Recorded data →
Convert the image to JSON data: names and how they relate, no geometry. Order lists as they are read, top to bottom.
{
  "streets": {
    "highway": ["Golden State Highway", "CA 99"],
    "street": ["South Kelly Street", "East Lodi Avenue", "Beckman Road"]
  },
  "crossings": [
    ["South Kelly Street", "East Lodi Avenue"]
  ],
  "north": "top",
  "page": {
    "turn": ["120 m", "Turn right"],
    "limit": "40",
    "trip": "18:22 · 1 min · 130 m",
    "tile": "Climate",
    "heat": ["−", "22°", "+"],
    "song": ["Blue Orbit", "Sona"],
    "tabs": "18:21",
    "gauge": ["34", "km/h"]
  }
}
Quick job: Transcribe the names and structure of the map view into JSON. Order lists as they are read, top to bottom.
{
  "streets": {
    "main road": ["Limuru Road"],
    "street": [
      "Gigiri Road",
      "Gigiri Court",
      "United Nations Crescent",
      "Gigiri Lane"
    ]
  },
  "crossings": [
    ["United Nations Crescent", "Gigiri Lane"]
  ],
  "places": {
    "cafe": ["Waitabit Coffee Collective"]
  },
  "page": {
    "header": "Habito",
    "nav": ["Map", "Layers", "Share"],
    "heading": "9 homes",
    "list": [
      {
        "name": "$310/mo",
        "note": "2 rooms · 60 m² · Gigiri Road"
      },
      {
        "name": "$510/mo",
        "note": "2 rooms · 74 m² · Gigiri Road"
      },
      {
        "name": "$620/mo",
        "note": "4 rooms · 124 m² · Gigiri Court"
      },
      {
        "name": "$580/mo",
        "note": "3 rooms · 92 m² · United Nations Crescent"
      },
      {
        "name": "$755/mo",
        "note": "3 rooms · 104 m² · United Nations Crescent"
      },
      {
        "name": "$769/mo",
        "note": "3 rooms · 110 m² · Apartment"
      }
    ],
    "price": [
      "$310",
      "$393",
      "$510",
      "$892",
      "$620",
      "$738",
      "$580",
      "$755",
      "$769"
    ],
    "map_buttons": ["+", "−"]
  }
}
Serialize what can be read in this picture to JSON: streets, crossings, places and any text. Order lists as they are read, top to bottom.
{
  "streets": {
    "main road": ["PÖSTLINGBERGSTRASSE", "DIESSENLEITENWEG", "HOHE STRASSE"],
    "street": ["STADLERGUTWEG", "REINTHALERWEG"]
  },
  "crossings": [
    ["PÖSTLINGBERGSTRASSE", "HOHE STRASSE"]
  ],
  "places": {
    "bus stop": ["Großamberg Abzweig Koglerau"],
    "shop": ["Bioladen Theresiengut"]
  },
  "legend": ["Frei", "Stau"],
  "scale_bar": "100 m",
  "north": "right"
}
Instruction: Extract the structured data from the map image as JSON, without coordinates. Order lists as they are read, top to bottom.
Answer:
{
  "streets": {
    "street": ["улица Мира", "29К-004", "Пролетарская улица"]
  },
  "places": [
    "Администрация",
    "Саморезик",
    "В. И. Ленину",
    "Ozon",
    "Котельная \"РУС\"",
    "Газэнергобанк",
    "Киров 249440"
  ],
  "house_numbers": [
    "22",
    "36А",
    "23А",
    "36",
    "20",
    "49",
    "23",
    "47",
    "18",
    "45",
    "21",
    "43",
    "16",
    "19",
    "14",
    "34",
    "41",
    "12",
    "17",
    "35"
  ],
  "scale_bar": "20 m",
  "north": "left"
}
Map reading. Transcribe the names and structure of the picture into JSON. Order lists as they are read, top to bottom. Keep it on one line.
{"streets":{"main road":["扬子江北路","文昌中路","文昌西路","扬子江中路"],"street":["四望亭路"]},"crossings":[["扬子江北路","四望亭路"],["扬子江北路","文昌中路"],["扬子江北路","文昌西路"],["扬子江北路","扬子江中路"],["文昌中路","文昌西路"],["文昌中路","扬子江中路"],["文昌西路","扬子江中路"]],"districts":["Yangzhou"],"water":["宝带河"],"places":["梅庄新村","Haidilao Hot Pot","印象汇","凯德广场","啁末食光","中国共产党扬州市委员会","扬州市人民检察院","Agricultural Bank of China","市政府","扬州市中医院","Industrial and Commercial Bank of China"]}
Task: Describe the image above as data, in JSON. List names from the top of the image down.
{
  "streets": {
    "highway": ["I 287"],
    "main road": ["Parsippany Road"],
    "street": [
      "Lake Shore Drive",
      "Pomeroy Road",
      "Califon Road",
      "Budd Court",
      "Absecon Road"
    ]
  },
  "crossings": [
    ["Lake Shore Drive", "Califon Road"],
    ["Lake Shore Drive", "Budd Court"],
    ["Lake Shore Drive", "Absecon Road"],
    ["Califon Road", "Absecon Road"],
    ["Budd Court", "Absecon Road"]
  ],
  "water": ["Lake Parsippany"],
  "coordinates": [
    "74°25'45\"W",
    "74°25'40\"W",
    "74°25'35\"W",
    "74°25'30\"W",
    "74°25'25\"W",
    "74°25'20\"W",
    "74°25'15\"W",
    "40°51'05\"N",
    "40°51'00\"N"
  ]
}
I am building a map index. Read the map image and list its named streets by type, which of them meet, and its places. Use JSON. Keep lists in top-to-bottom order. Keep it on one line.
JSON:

AIM OF THE EXERCISE → Write each line of the data above out again without altering a word.

YOUR RESPONSE →
Convert the image to JSON data: names and how they relate, no geometry. Order lists as they are read, top to bottom.
{
  "streets": {
    "highway": ["Golden State Highway", "CA 99"],
    "street": ["South Kelly Street", "East Lodi Avenue", "Beckman Road"]
  },
  "crossings": [
    ["South Kelly Street", "East Lodi Avenue"]
  ],
  "north": "top",
  "page": {
    "turn": ["120 m", "Turn right"],
    "limit": "40",
    "trip": "18:22 · 1 min · 130 m",
    "tile": "Climate",
    "heat": ["−", "22°", "+"],
    "song": ["Blue Orbit", "Sona"],
    "tabs": "18:21",
    "gauge": ["34", "km/h"]
  }
}
Quick job: Transcribe the names and structure of the map view into JSON. Order lists as they are read, top to bottom.
{
  "streets": {
    "main road": ["Limuru Road"],
    "street": [
      "Gigiri Road",
      "Gigiri Court",
      "United Nations Crescent",
      "Gigiri Lane"
    ]
  },
  "crossings": [
    ["United Nations Crescent", "Gigiri Lane"]
  ],
  "places": {
    "cafe": ["Waitabit Coffee Collective"]
  },
  "page": {
    "header": "Habito",
    "nav": ["Map", "Layers", "Share"],
    "heading": "9 homes",
    "list": [
      {
        "name": "$310/mo",
        "note": "2 rooms · 60 m² · Gigiri Road"
      },
      {
        "name": "$510/mo",
        "note": "2 rooms · 74 m² · Gigiri Road"
      },
      {
        "name": "$620/mo",
        "note": "4 rooms · 124 m² · Gigiri Court"
      },
      {
        "name": "$580/mo",
        "note": "3 rooms · 92 m² · United Nations Crescent"
      },
      {
        "name": "$755/mo",
        "note": "3 rooms · 104 m² · United Nations Crescent"
      },
      {
        "name": "$769/mo",
        "note": "3 rooms · 110 m² · Apartment"
      }
    ],
    "price": [
      "$310",
      "$393",
      "$510",
      "$892",
      "$620",
      "$738",
      "$580",
      "$755",
      "$769"
    ],
    "map_buttons": ["+", "−"]
  }
}
Serialize what can be read in this picture to JSON: streets, crossings, places and any text. Order lists as they are read, top to bottom.
{
  "streets": {
    "main road": ["PÖSTLINGBERGSTRASSE", "DIESSENLEITENWEG", "HOHE STRASSE"],
    "street": ["STADLERGUTWEG", "REINTHALERWEG"]
  },
  "crossings": [
    ["PÖSTLINGBERGSTRASSE", "HOHE STRASSE"]
  ],
  "places": {
    "bus stop": ["Großamberg Abzweig Koglerau"],
    "shop": ["Bioladen Theresiengut"]
  },
  "legend": ["Frei", "Stau"],
  "scale_bar": "100 m",
  "north": "right"
}
Instruction: Extract the structured data from the map image as JSON, without coordinates. Order lists as they are read, top to bottom.
Answer:
{
  "streets": {
    "street": ["улица Мира", "29К-004", "Пролетарская улица"]
  },
  "places": [
    "Администрация",
    "Саморезик",
    "В. И. Ленину",
    "Ozon",
    "Котельная \"РУС\"",
    "Газэнергобанк",
    "Киров 249440"
  ],
  "house_numbers": [
    "22",
    "36А",
    "23А",
    "36",
    "20",
    "49",
    "23",
    "47",
    "18",
    "45",
    "21",
    "43",
    "16",
    "19",
    "14",
    "34",
    "41",
    "12",
    "17",
    "35"
  ],
  "scale_bar": "20 m",
  "north": "left"
}
Map reading. Transcribe the names and structure of the picture into JSON. Order lists as they are read, top to bottom. Keep it on one line.
{"streets":{"main road":["扬子江北路","文昌中路","文昌西路","扬子江中路"],"street":["四望亭路"]},"crossings":[["扬子江北路","四望亭路"],["扬子江北路","文昌中路"],["扬子江北路","文昌西路"],["扬子江北路","扬子江中路"],["文昌中路","文昌西路"],["文昌中路","扬子江中路"],["文昌西路","扬子江中路"]],"districts":["Yangzhou"],"water":["宝带河"],"places":["梅庄新村","Haidilao Hot Pot","印象汇","凯德广场","啁末食光","中国共产党扬州市委员会","扬州市人民检察院","Agricultural Bank of China","市政府","扬州市中医院","Industrial and Commercial Bank of China"]}
Task: Describe the image above as data, in JSON. List names from the top of the image down.
{
  "streets": {
    "highway": ["I 287"],
    "main road": ["Parsippany Road"],
    "street": [
      "Lake Shore Drive",
      "Pomeroy Road",
      "Califon Road",
      "Budd Court",
      "Absecon Road"
    ]
  },
  "crossings": [
    ["Lake Shore Drive", "Califon Road"],
    ["Lake Shore Drive", "Budd Court"],
    ["Lake Shore Drive", "Absecon Road"],
    ["Califon Road", "Absecon Road"],
    ["Budd Court", "Absecon Road"]
  ],
  "water": ["Lake Parsippany"],
  "coordinates": [
    "74°25'45\"W",
    "74°25'40\"W",
    "74°25'35\"W",
    "74°25'30\"W",
    "74°25'25\"W",
    "74°25'20\"W",
    "74°25'15\"W",
    "40°51'05\"N",
    "40°51'00\"N"
  ]
}
I am building a map index. Read the map image and list its named streets by type, which of them meet, and its places. Use JSON. Keep lists in top-to-bottom order. Keep it on one line.
JSON:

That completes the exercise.